** DATA SUPPLIED follows **
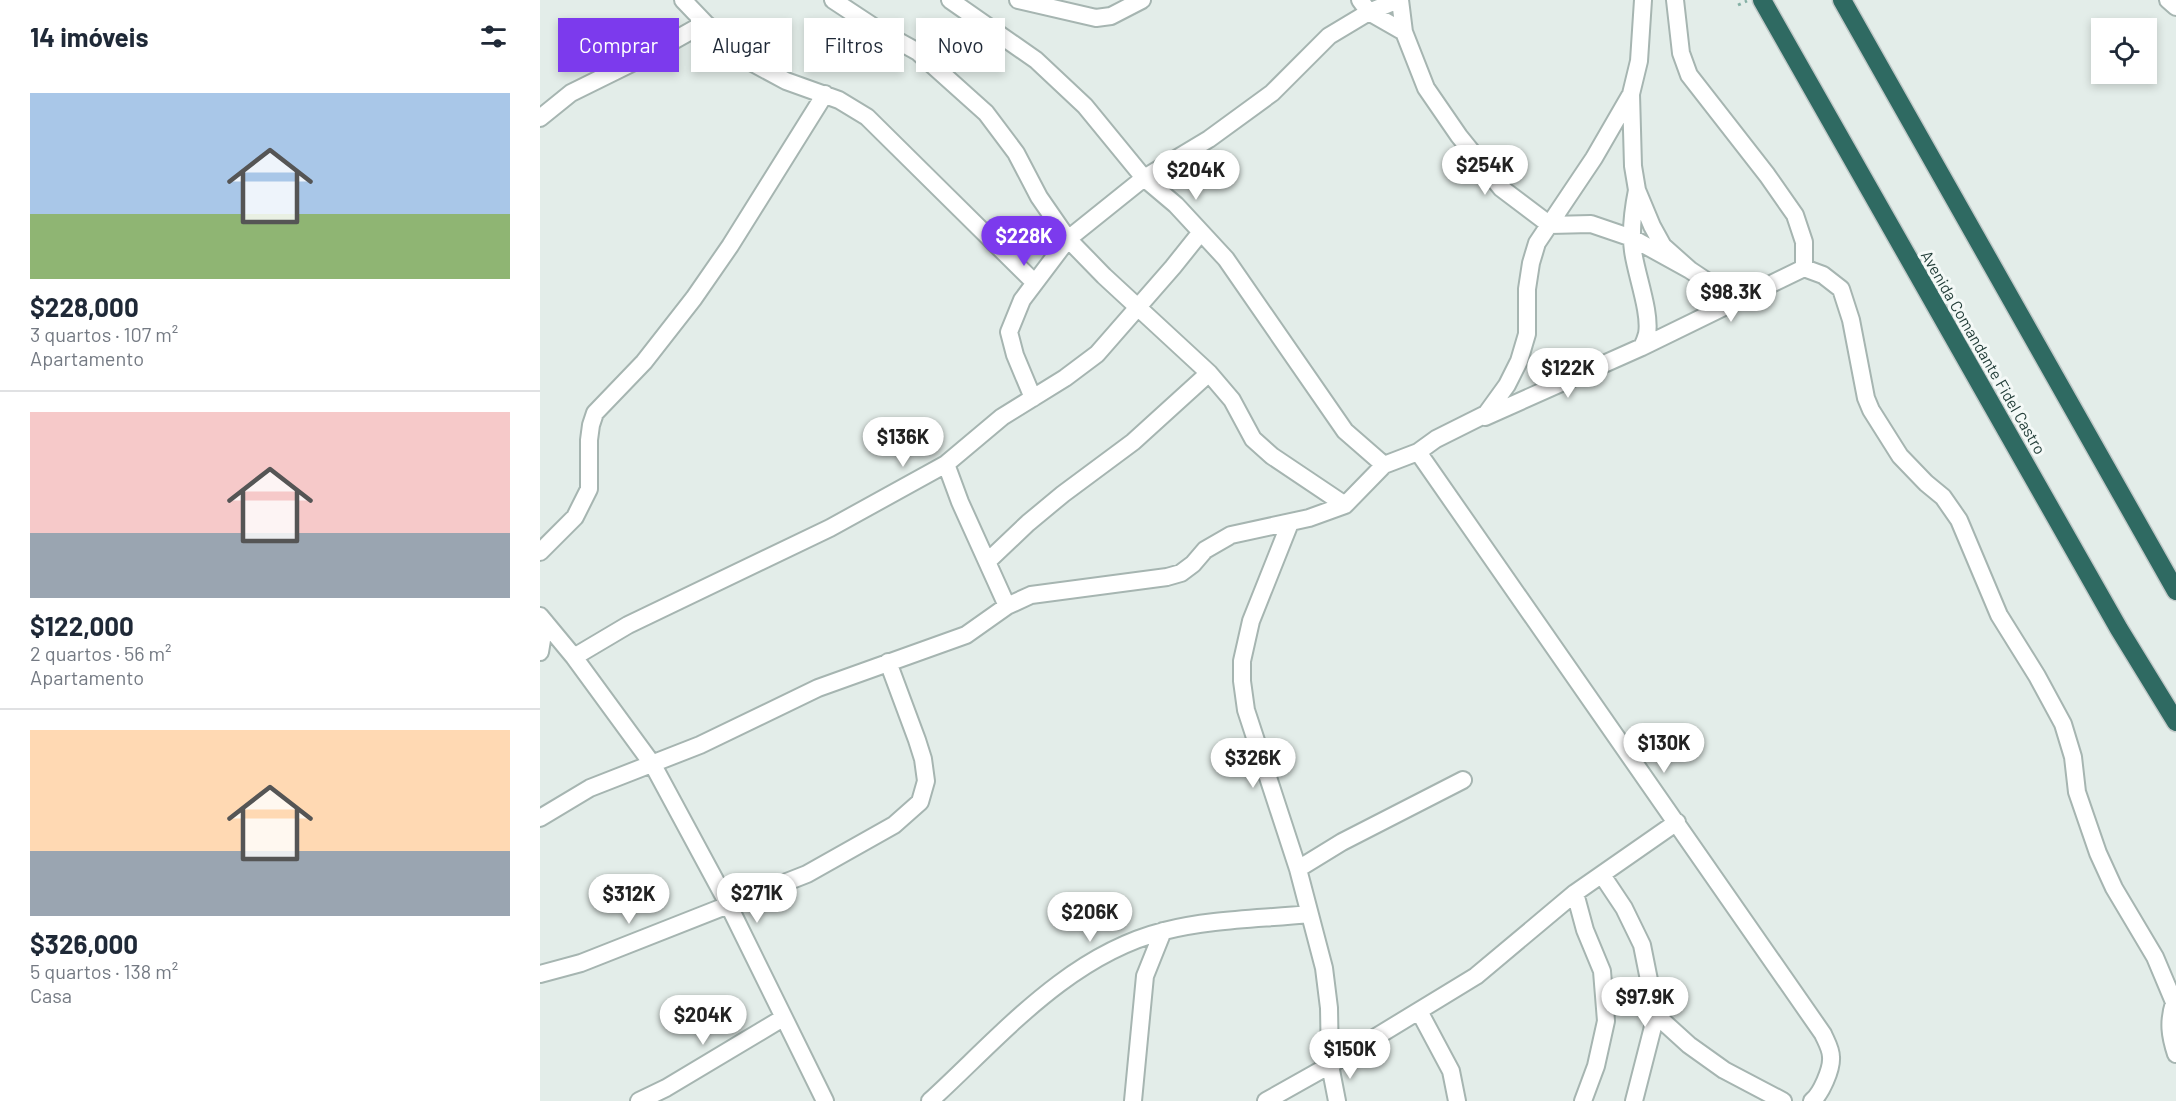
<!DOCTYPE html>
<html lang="pt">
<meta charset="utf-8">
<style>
:root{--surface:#fff;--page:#f2f2f3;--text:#1f2937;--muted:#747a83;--line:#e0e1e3;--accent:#7c3aed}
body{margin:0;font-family:Barlow,sans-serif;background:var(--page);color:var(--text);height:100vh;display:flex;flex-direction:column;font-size:22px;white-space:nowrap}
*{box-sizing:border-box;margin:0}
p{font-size:20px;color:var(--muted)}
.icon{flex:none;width:33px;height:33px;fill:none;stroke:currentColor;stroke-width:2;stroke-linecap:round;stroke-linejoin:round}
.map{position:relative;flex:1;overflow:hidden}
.sheet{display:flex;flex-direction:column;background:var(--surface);width:540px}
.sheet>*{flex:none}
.guide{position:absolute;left:18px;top:18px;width:570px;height:54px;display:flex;gap:12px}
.fabs{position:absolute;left:1551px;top:18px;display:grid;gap:12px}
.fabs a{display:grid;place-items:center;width:66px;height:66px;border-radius:0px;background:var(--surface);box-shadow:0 3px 9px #0003;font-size:30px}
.price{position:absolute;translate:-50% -51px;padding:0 14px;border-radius:21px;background:#fff;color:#222;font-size:20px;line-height:39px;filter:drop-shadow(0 2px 3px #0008)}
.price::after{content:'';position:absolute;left:50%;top:36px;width:18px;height:14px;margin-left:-9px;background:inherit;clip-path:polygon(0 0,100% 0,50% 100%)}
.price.current{background:var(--accent);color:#fff}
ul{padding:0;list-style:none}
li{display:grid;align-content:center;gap:12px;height:318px;padding:0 30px}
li+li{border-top:2px solid var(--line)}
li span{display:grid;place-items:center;height:186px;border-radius:0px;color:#555}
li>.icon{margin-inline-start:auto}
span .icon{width:108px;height:108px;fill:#fffc;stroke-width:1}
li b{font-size:26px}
h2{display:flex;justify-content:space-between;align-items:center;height:72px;padding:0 30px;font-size:26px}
.chip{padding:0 21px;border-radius:0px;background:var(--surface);box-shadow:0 3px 9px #0003;font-size:21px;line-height:54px}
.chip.current{background:var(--accent);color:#fff}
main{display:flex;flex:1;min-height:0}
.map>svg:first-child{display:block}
</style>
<main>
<section class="sheet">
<h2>14 imóveis<svg class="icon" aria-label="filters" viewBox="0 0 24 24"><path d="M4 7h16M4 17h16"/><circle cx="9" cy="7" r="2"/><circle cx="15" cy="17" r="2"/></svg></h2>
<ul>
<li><span style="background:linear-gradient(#a9c7e8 65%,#8fb573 0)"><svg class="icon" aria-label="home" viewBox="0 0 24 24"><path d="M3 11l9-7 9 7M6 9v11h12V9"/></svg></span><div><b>$228,000</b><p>3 quartos · 107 m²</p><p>Apartamento</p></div></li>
<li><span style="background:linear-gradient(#f6c9c9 65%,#9aa5b1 0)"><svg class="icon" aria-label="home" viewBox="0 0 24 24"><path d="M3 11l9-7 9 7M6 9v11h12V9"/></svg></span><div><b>$122,000</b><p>2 quartos · 56 m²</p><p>Apartamento</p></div></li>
<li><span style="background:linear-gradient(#ffd9b3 65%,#9aa5b1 0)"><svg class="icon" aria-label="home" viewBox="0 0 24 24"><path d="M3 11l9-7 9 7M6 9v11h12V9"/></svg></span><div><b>$326,000</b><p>5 quartos · 138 m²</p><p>Casa</p></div></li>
</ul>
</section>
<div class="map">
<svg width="1636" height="1101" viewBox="0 0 1636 1101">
<rect width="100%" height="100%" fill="#e3ede9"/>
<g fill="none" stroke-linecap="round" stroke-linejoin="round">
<!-- minor casing -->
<g stroke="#a6b5b1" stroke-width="20">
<path id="minor" d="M143 0 165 23 209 61 246 81 299 100 327 117 495 283
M293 0 340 31 378 52 446 113 476 153 499 197 528 239 564 276 669 373 692 400 713 439 732 456 805 505
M410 0 496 60 545 106 604 178 636 205 686 259 805 431 844 465
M478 0 556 18 571 16 602 0
M820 0 829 12 864 32
M860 0 864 32 886 88 919 136 961 188 1010 225 1051 224 1092 238 1150 270
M1135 0 1141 53 1149 75 1227 175 1255 215 1264 242V268
M1628 0 1636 7
M1091 94 1093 166 1097 190 1112 226 1123 246 1150 270 1171 284 1187 306
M0 118 31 93 108 55 165 23
M1102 347 1264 268 1283 275 1301 289 1311 320 1326 398 1331 410 1360 456 1386 483 1403 497 1419 520 1459 615 1497 676 1523 724 1533 757 1537 792 1558 853 1574 888 1615 957 1636 1007
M493 398 475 355 469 332 482 300 528 239 604 178 669 139 732 93 789 36 829 12 858 0
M945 417 1102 347C1104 343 1106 338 1107 334 1111 313 1096 274 1093 251 1090 230 1093 210 1097 190
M878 452 1283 1034C1286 1041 1291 1049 1291 1057 1292 1069 1281 1094 1272 1101
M406 464 420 502 467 606
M750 523 711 621 702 661V681L706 710 758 869 784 968 789 1008 790 1065 797 1101
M0 552 35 517 49 489V440L51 425 55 413 104 362 154 298 190 246 285 94
M448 561 488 523 523 494 593 442 669 373
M0 616 34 657 113 765 188 904 285 1101
M0 652 5 622
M34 657 88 625 290 528 406 464 462 417 525 378 557 354 633 267 661 232
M0 818 50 788 160 745 278 688 426 635 467 606 491 595 627 577 641 573 653 564 665 550 691 535 769 518 805 505 844 465 878 452 896 439 946 414 967 385 979 361 987 334V289L991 263 997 243 1054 158 1091 94 1099 61 1103 0
M758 869 802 842 923 780
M1062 875 1084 908 1102 945 1116 1015 1149 1045 1184 1070 1243 1101
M1035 893 1045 930 1062 971 1066 1021 1056 1066 1043 1101
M0 974 41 963 267 874 354 825 380 802 386 781 383 759 377 740 348 662
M1634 1003C1628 1022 1630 1036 1636 1054
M879 1011 911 1071 917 1101
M99 1101 126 1088 243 1018
M390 1101C460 1037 528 955 624 931 671 919 721 919 769 914
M593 1101 605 976 623 931
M726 1101 790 1065 936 976 1035 893 1137 822
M1094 1101 1116 1015"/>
</g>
<!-- highway casing -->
<g stroke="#c1c9c8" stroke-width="21">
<path id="highway" d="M1222 0 1579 629 1636 722
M1302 0 1636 591"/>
</g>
<!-- path -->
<path stroke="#84b0a5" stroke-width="3" stroke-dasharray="3 4.5" stroke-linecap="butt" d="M1198 5 1207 1"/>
<!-- minor -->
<use href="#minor" stroke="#fff" stroke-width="16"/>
<!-- highway -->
<use href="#highway" stroke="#2f6a62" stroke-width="18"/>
</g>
<g text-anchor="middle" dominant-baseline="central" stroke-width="6" stroke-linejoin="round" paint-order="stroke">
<!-- street labels -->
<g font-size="16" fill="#233e39" stroke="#f4f9f7">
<text transform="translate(1444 352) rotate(60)">Avenida Comandante Fidel Castro</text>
</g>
</g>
</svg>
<div class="fabs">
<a><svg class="icon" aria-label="locate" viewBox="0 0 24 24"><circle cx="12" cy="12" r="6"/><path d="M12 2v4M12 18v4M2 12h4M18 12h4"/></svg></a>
</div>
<b class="price" style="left:945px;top:196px">$254K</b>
<b class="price" style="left:656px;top:201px">$204K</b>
<b class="price current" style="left:484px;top:267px">$228K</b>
<b class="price" style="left:1191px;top:323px">$98.3K</b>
<b class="price" style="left:1028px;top:399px">$122K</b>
<b class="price" style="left:363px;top:468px">$136K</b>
<b class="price" style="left:1124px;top:774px">$130K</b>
<b class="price" style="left:713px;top:789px">$326K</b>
<b class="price" style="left:217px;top:924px">$271K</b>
<b class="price" style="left:89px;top:925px">$312K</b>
<b class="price" style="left:550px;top:943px">$206K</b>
<b class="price" style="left:1105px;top:1028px">$97.9K</b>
<b class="price" style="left:163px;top:1046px">$204K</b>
<b class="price" style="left:810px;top:1080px">$150K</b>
<div class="guide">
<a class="chip current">Comprar</a>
<a class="chip">Alugar</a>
<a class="chip">Filtros</a>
<a class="chip">Novo</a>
</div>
</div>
</main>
** End of DATA SUPPLIED **
### PROBLEM TO WORK ON
Count how many lines in the records above hold the word "none", and answer with that number alone.

### FINISHED EXERCISE
4